Submitted by Karl Hagen
College Board responded yesterday to the #rescoreJuneSAT complaints with a FAQ page. It is a document which has been very carefully worded, presumably by PR professionals. It makes technically accurate statements while dodging the serious substance of the complaints.

The statements about equating are general but accurate, as far as they go. It is a standard practice among all testing programs. It's purpose is to ensure fairness for all students. And it would be unfair not to equate. I've written in detail about how equating works if you want to understand what's really involved in the process. If you'd rather not get into the details, suffice it to say that some very smart statisticians have worked on this problem over the last 60-70 years, and most of the naive objections you're likely to make, and which upset students have been making on social media, are actually addressed in the methodology.

But, and this is the crucial thing that College Board omits from its response, equating has its limits. It can accurately correct for differences between tests only within certain ranges. If an individual test is too much harder or easier than the target, it becomes no longer a matter of indifference to a test taker which test they take.

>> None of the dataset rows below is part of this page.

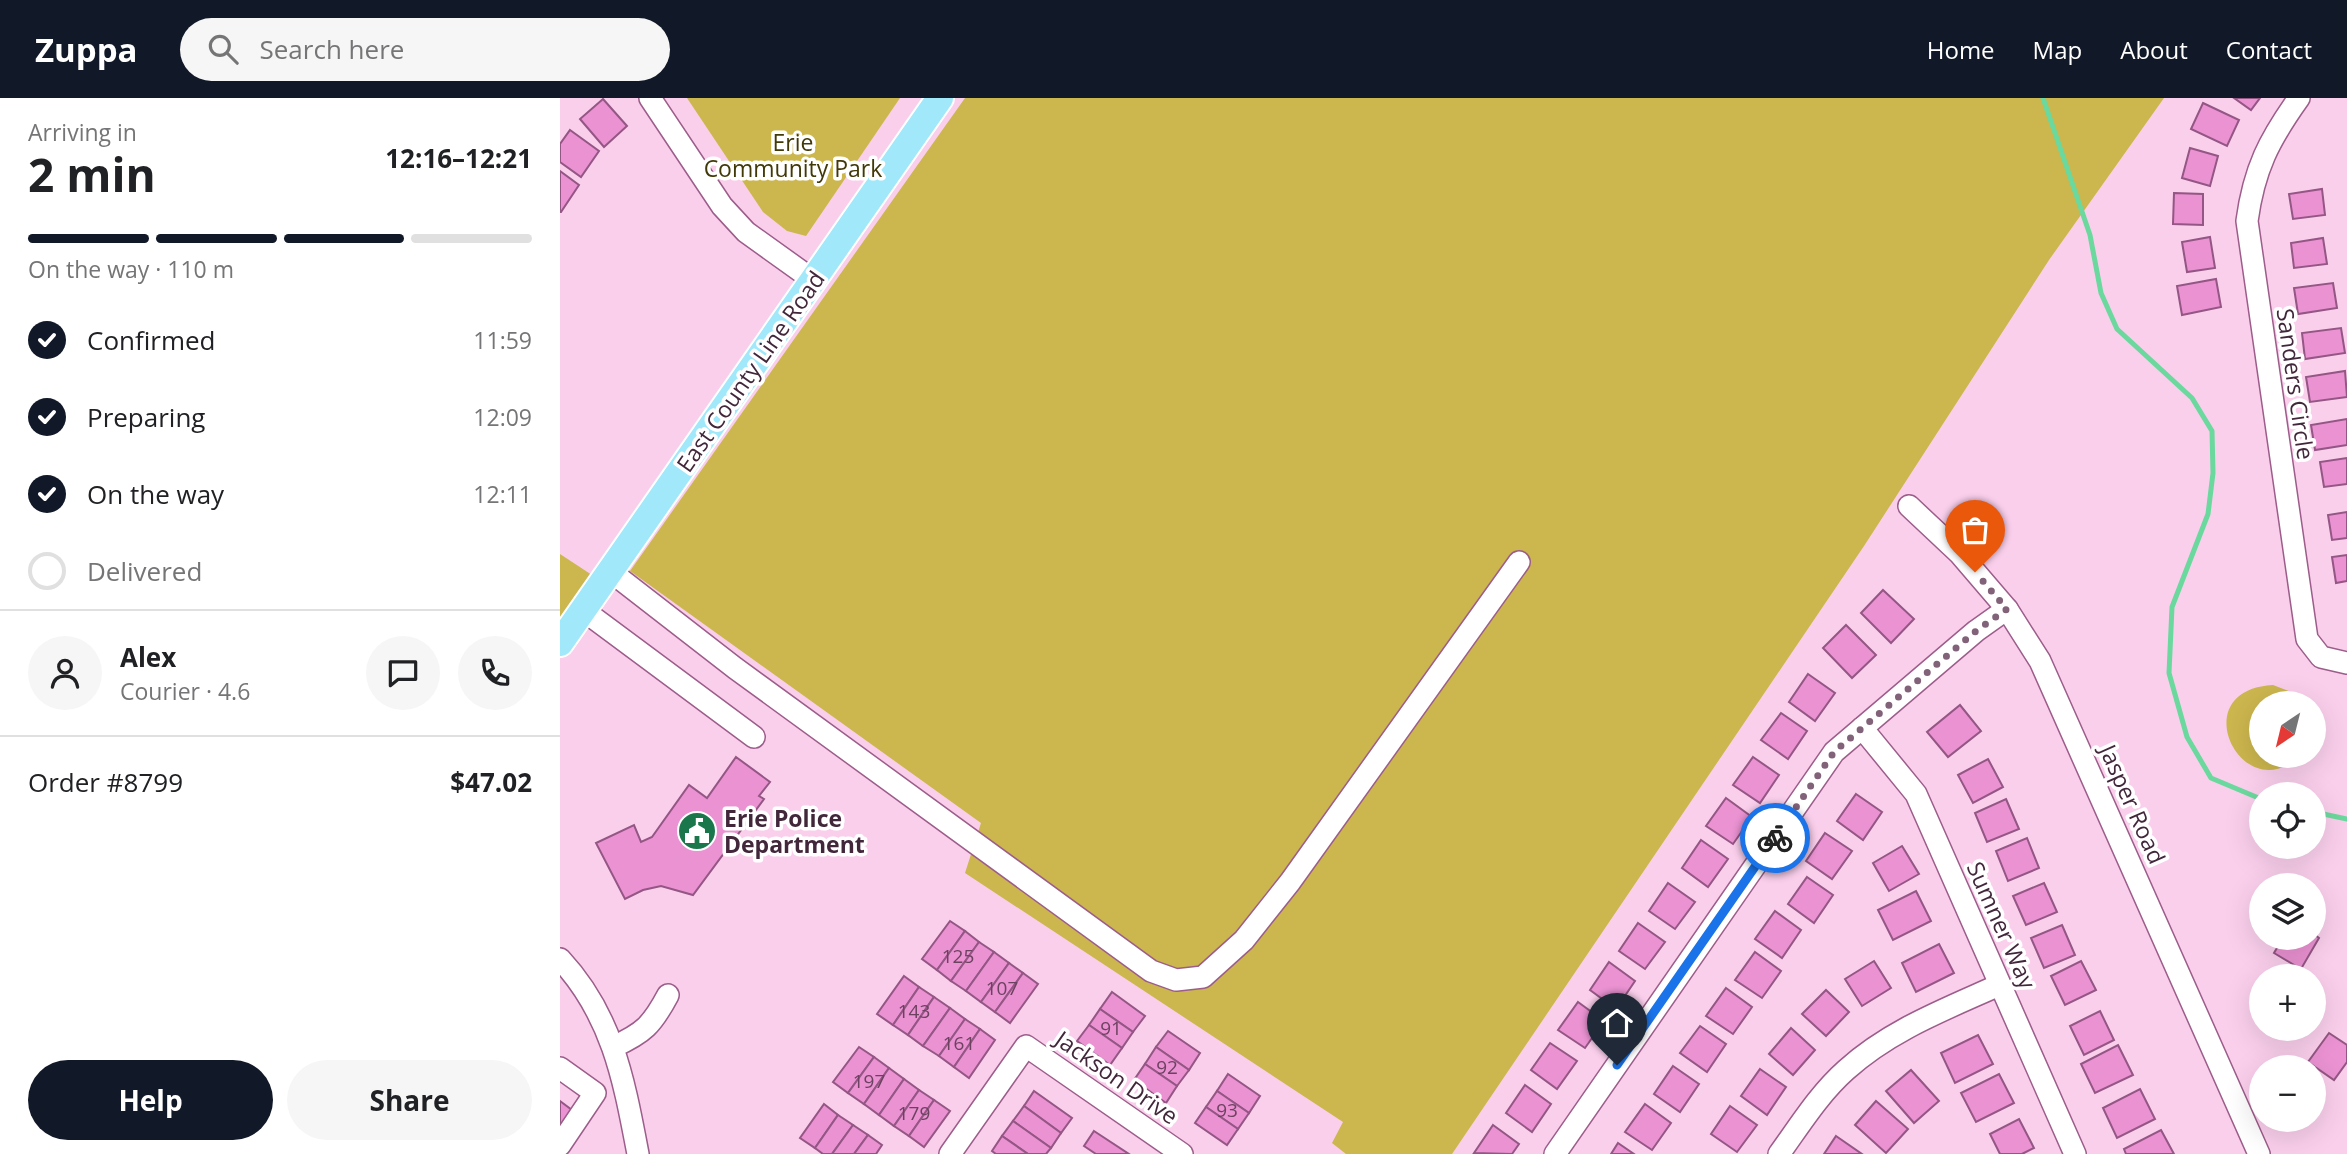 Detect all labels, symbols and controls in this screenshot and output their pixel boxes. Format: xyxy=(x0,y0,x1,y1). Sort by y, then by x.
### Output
search box xyxy=(180,18,670,81)
text: Zuppa xyxy=(35,27,138,72)
icon: search xyxy=(204,30,242,68)
text: Search here xyxy=(260,31,404,67)
text: Home xyxy=(1927,33,1995,66)
text: Map xyxy=(2033,33,2082,66)
text: About xyxy=(2120,33,2188,66)
text: Contact xyxy=(2226,33,2312,66)
text: Arriving in xyxy=(28,116,137,148)
park label: Erie Community Park xyxy=(704,126,882,184)
text: 12:16–12:21 xyxy=(385,140,532,176)
text: 2 min xyxy=(28,143,156,205)
text: On the way · 110 m xyxy=(28,253,234,285)
street label: East County Line Road xyxy=(668,264,832,478)
street label: Sanders Circle xyxy=(2270,306,2322,462)
icon: check xyxy=(28,321,66,359)
text: Confirmed xyxy=(87,322,215,358)
text: 11:59 xyxy=(473,324,532,356)
icon: check xyxy=(28,398,66,436)
text: Preparing xyxy=(87,399,205,435)
text: 12:09 xyxy=(473,401,532,433)
icon: check xyxy=(28,475,66,513)
text: On the way xyxy=(87,476,224,512)
text: 12:11 xyxy=(473,478,532,510)
pin xyxy=(1945,500,2005,572)
icon: bag xyxy=(1956,511,1994,549)
text: Delivered xyxy=(87,553,202,589)
button: person xyxy=(28,636,102,710)
button: chat xyxy=(366,636,440,710)
button: phone xyxy=(458,636,532,710)
text: Alex xyxy=(120,639,176,675)
text: Courier · 4.6 xyxy=(120,675,250,707)
north arrow xyxy=(2249,691,2326,768)
map controls xyxy=(2249,691,2326,1132)
street label: Jasper Road xyxy=(2092,738,2173,869)
text: Order #8799 xyxy=(28,764,183,800)
text: $47.02 xyxy=(450,764,532,800)
button: locate xyxy=(2249,782,2326,859)
place label: Erie Police Department xyxy=(724,802,865,860)
courier xyxy=(1740,803,1810,873)
public building icon: Erie Police Department xyxy=(676,810,718,852)
icon: bike xyxy=(1756,819,1794,857)
street label: Sumner Way xyxy=(1960,856,2044,994)
button: layers xyxy=(2249,873,2326,950)
house number: 125 xyxy=(942,943,974,969)
button: + xyxy=(2249,964,2326,1041)
house number: 107 xyxy=(986,975,1018,1001)
pin xyxy=(1587,993,1647,1065)
house number: 143 xyxy=(898,998,930,1024)
icon: home xyxy=(1598,1004,1636,1042)
house number: 91 xyxy=(1100,1015,1122,1041)
street label: Jackson Drive xyxy=(1048,1022,1185,1131)
house number: 161 xyxy=(943,1030,975,1056)
house number: 92 xyxy=(1156,1054,1178,1080)
button: − xyxy=(2249,1055,2326,1132)
button: Help xyxy=(28,1060,273,1140)
button: Share xyxy=(287,1060,532,1140)
house number: 197 xyxy=(853,1068,885,1094)
house number: 93 xyxy=(1216,1097,1238,1123)
house number: 179 xyxy=(898,1100,930,1126) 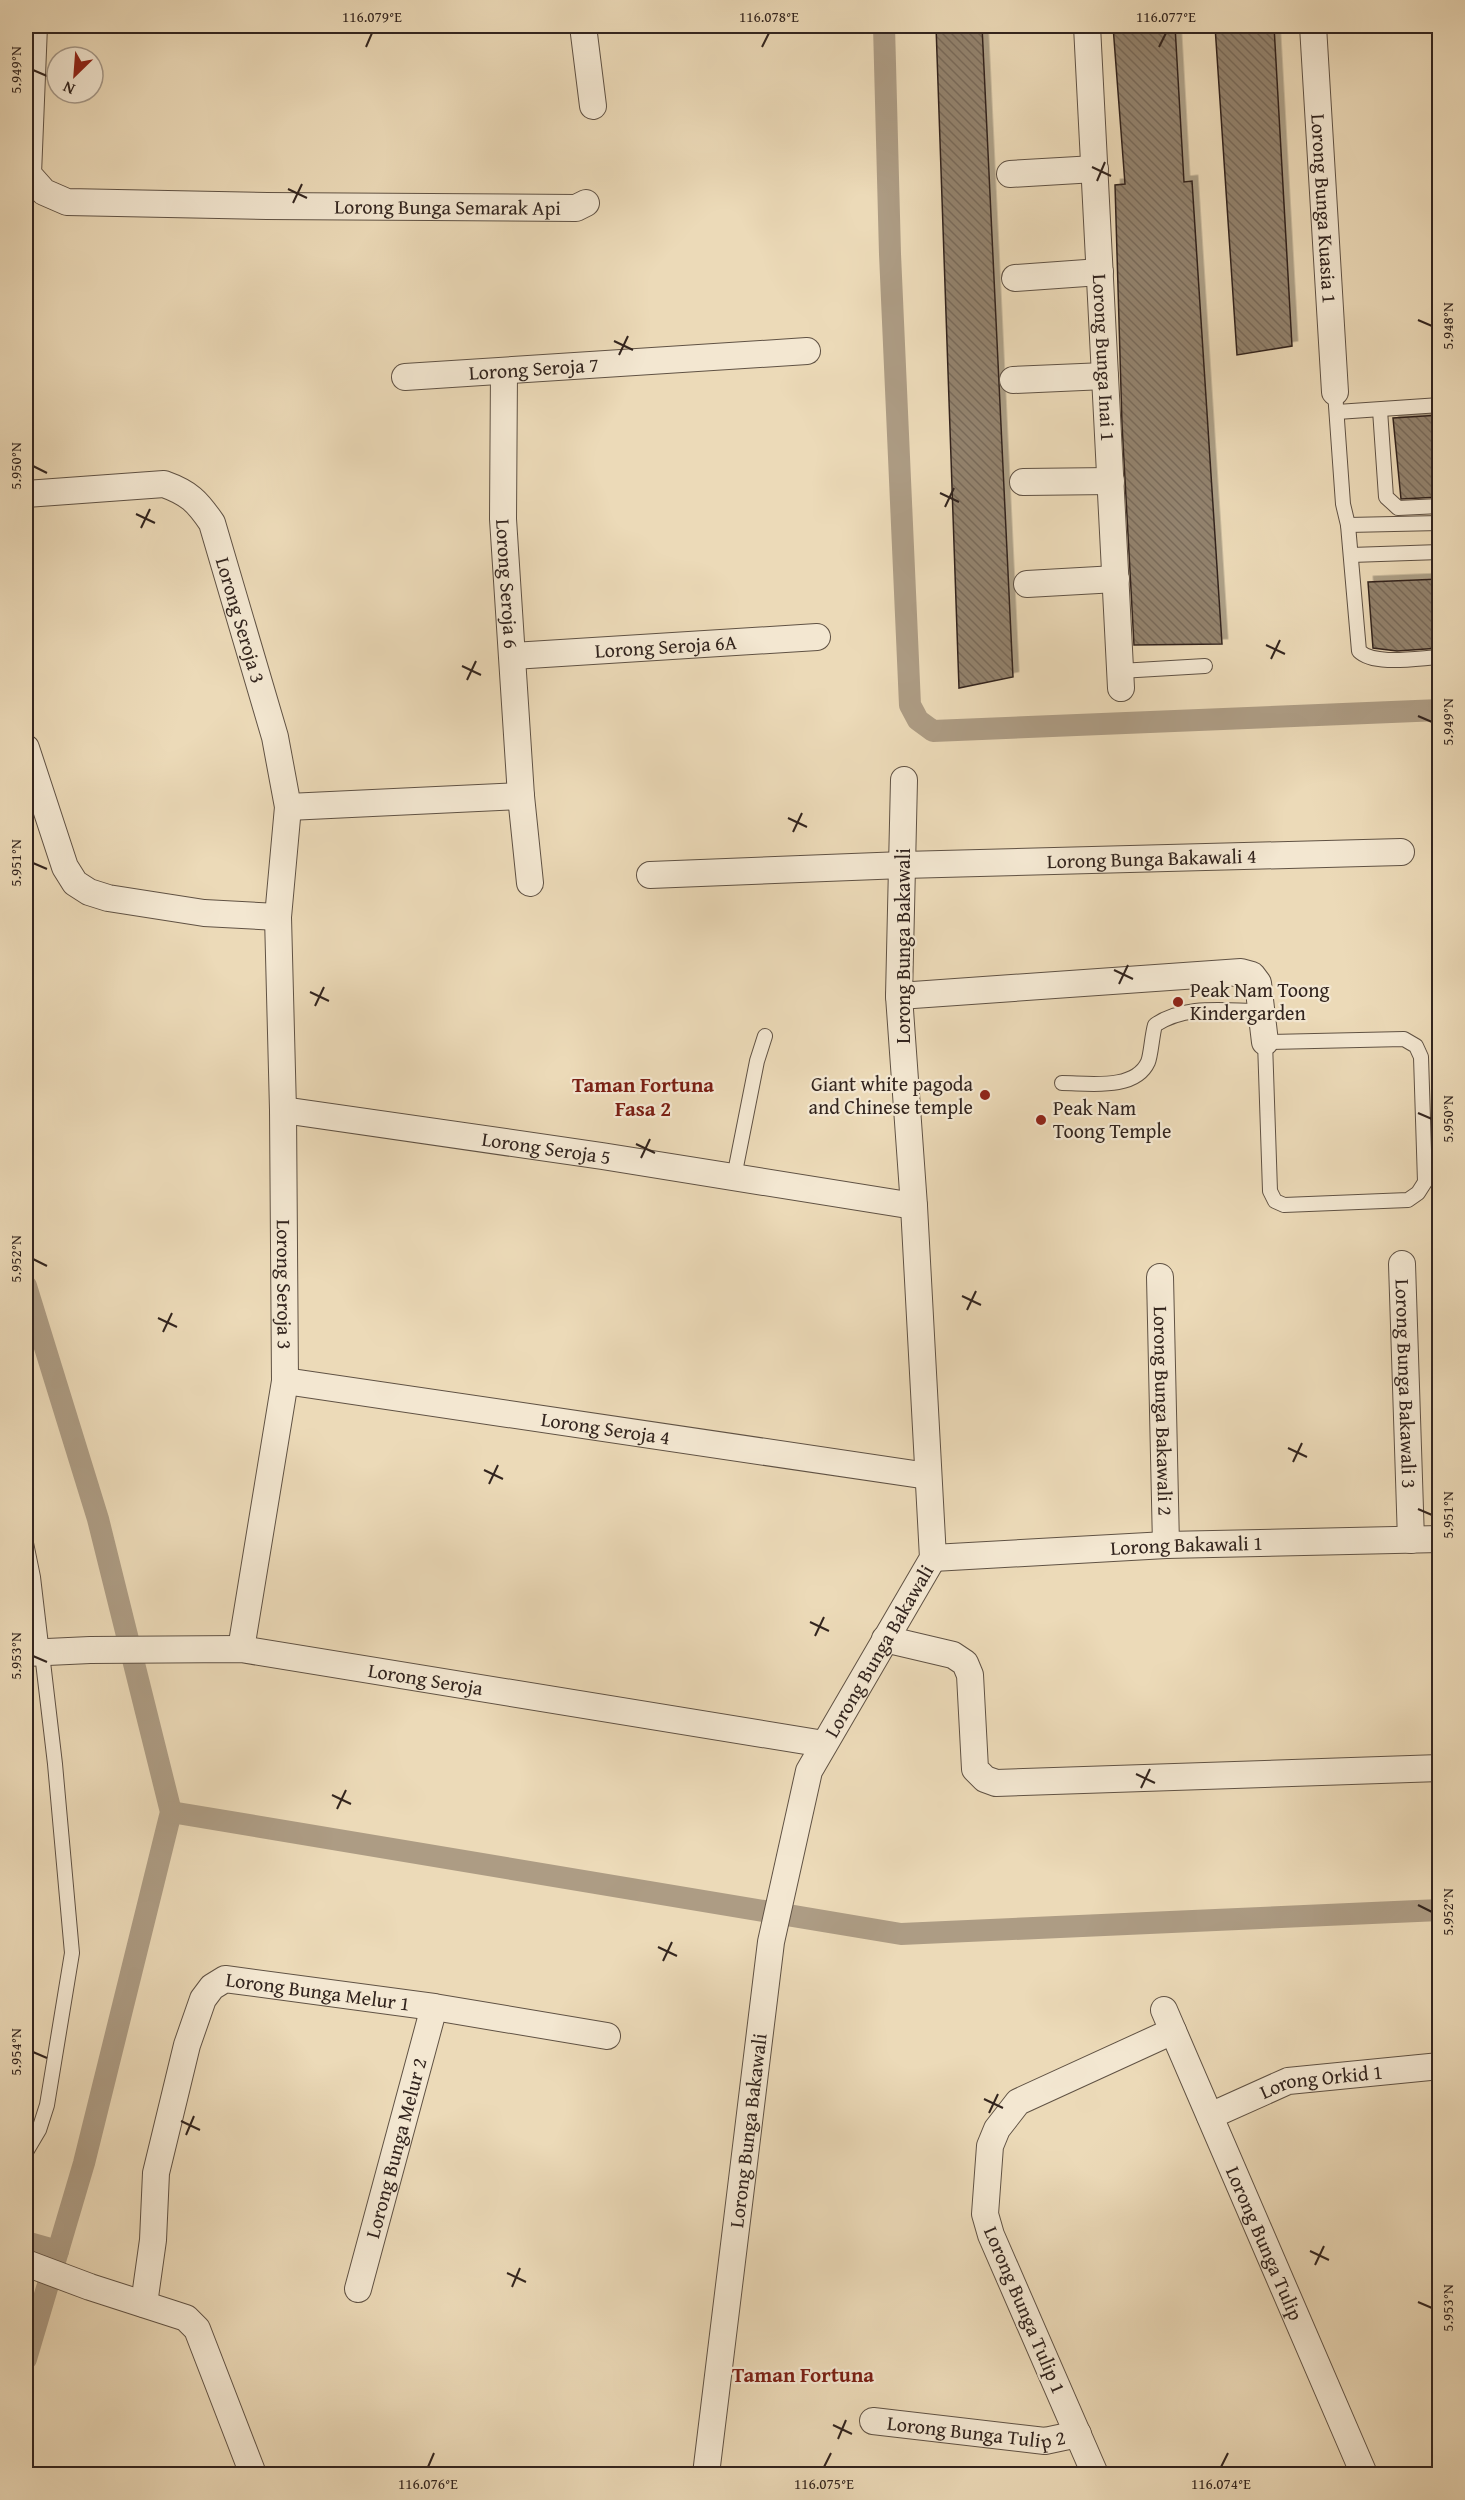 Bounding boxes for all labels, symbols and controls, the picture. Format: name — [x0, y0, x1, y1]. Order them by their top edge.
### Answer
text: 116.079°E — [342, 6, 402, 27]
text: 116.078°E — [739, 6, 799, 27]
text: 116.077°E — [1136, 6, 1196, 27]
north arrow — [45, 45, 105, 105]
text: 5.949°N — [5, 46, 26, 94]
text: N — [58, 75, 79, 102]
street label: Lorong Bunga Kuasia 1 — [1304, 113, 1345, 304]
street label: Lorong Bunga Semarak Api — [334, 191, 561, 222]
street label: Lorong Bunga Inai 1 — [1086, 273, 1123, 442]
text: 5.948°N — [1437, 302, 1458, 350]
street label: Lorong Seroja 7 — [468, 350, 599, 387]
text: 5.950°N — [5, 442, 26, 490]
street label: Lorong Seroja 6 — [489, 518, 526, 650]
street label: Lorong Seroja 3 — [209, 554, 273, 686]
street label: Lorong Seroja 6A — [594, 627, 737, 665]
text: 5.949°N — [1437, 698, 1458, 746]
text: 5.951°N — [5, 839, 26, 887]
street label: Lorong Bunga Bakawali 4 — [1047, 841, 1257, 875]
street label: Lorong Bunga Bakawali — [888, 848, 917, 1044]
place label: Peak Nam Toong Kindergarden — [1190, 975, 1329, 1027]
marker: Peak Nam Toong Kindergarden — [1171, 995, 1185, 1009]
district label: Taman Fortuna Fasa 2 — [572, 1069, 714, 1124]
place label: Giant white pagoda and Chinese temple — [809, 1069, 974, 1121]
marker: Giant white pagoda and Chinese temple — [978, 1088, 992, 1102]
place label: Peak Nam Toong Temple — [1053, 1093, 1171, 1145]
text: 5.950°N — [1437, 1095, 1458, 1143]
marker: Peak Nam Toong Temple — [1034, 1113, 1048, 1127]
street label: Lorong Seroja 5 — [480, 1124, 613, 1171]
street label: Lorong Seroja 3 — [270, 1219, 300, 1350]
text: 5.952°N — [5, 1235, 26, 1283]
street label: Lorong Bunga Bakawali 3 — [1389, 1279, 1424, 1489]
street label: Lorong Bunga Bakawali 2 — [1147, 1306, 1180, 1516]
street label: Lorong Seroja 4 — [539, 1404, 672, 1452]
text: 5.951°N — [1437, 1491, 1458, 1539]
street label: Lorong Bakawali 1 — [1110, 1528, 1263, 1562]
street label: Lorong Bunga Bakawali — [817, 1559, 940, 1743]
text: 5.953°N — [5, 1632, 26, 1680]
street label: Lorong Seroja — [366, 1655, 486, 1702]
text: 5.952°N — [1437, 1888, 1458, 1936]
street label: Lorong Bunga Melur 1 — [224, 1964, 412, 2018]
text: 5.954°N — [5, 2028, 26, 2076]
street label: Lorong Bunga Bakawali — [721, 2031, 774, 2229]
street label: Lorong Bunga Melur 2 — [357, 2055, 434, 2241]
street label: Lorong Orkid 1 — [1255, 2057, 1384, 2106]
street label: Lorong Bunga Tulip — [1219, 2162, 1311, 2325]
street label: Lorong Bunga Tulip 1 — [977, 2222, 1074, 2398]
text: 5.953°N — [1437, 2284, 1458, 2332]
district label: Taman Fortuna — [732, 2359, 874, 2390]
street label: Lorong Bunga Tulip 2 — [886, 2408, 1068, 2456]
text: 116.076°E — [398, 2473, 458, 2494]
text: 116.075°E — [794, 2473, 854, 2494]
text: 116.074°E — [1191, 2473, 1251, 2494]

Another point of silence that may or may not be significant is that there is no statement on this FAQ that the equating for this test was adequate. They tell us what equating is in general but make no specific assertions that the equating was fair for this particular test. Perhaps that's just an oversight, but in effect College Board is asking people to trust them that the equating is appropriate without providing any evidence to support that assertion. There are, however, widely accepted statistical procedures that can detect a lack of equity, and this data can certainly be released if College Board chooses to do so.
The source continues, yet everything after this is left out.